**Work request:**
Transcribe precisely those lines of the listing that fall between the line containing "Read the page" and the last line, inclusive of both.

☆ ☆ ☆

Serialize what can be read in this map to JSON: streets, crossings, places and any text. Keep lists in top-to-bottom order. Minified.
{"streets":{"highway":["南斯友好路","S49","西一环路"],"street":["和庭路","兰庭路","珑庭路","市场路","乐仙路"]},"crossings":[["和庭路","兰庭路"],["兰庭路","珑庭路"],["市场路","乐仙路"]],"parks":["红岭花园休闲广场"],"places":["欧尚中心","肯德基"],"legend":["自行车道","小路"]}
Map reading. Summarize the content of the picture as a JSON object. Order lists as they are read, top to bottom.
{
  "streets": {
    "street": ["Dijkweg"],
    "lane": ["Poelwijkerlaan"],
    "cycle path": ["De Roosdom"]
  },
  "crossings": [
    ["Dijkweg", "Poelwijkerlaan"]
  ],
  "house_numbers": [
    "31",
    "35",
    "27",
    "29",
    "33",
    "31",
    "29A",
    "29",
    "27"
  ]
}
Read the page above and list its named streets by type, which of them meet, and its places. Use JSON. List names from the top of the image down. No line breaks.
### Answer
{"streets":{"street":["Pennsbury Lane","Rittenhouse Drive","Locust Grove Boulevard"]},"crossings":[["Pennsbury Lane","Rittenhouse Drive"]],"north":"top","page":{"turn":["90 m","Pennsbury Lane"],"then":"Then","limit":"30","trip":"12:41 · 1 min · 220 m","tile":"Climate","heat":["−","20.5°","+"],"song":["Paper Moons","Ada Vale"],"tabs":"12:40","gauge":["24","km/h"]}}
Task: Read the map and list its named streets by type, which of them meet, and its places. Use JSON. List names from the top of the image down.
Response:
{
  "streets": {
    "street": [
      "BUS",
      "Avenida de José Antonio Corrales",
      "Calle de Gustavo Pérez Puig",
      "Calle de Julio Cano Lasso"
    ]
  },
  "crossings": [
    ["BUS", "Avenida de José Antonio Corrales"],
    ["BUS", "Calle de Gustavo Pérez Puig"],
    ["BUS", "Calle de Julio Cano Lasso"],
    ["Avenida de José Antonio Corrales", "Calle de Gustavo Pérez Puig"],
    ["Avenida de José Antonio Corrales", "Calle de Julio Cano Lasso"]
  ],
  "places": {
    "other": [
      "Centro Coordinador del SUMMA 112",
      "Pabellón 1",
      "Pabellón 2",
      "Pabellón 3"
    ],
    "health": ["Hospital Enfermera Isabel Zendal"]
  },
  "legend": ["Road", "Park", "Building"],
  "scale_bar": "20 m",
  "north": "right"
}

☆ ☆ ☆

**Task output:**
Read the page above and list its named streets by type, which of them meet, and its places. Use JSON. List names from the top of the image down. No line breaks.
### Answer
{"streets":{"street":["Pennsbury Lane","Rittenhouse Drive","Locust Grove Boulevard"]},"crossings":[["Pennsbury Lane","Rittenhouse Drive"]],"north":"top","page":{"turn":["90 m","Pennsbury Lane"],"then":"Then","limit":"30","trip":"12:41 · 1 min · 220 m","tile":"Climate","heat":["−","20.5°","+"],"song":["Paper Moons","Ada Vale"],"tabs":"12:40","gauge":["24","km/h"]}}
Task: Read the map and list its named streets by type, which of them meet, and its places. Use JSON. List names from the top of the image down.
Response:
{
  "streets": {
    "street": [
      "BUS",
      "Avenida de José Antonio Corrales",
      "Calle de Gustavo Pérez Puig",
      "Calle de Julio Cano Lasso"
    ]
  },
  "crossings": [
    ["BUS", "Avenida de José Antonio Corrales"],
    ["BUS", "Calle de Gustavo Pérez Puig"],
    ["BUS", "Calle de Julio Cano Lasso"],
    ["Avenida de José Antonio Corrales", "Calle de Gustavo Pérez Puig"],
    ["Avenida de José Antonio Corrales", "Calle de Julio Cano Lasso"]
  ],
  "places": {
    "other": [
      "Centro Coordinador del SUMMA 112",
      "Pabellón 1",
      "Pabellón 2",
      "Pabellón 3"
    ],
    "health": ["Hospital Enfermera Isabel Zendal"]
  },
  "legend": ["Road", "Park", "Building"],
  "scale_bar": "20 m",
  "north": "right"
}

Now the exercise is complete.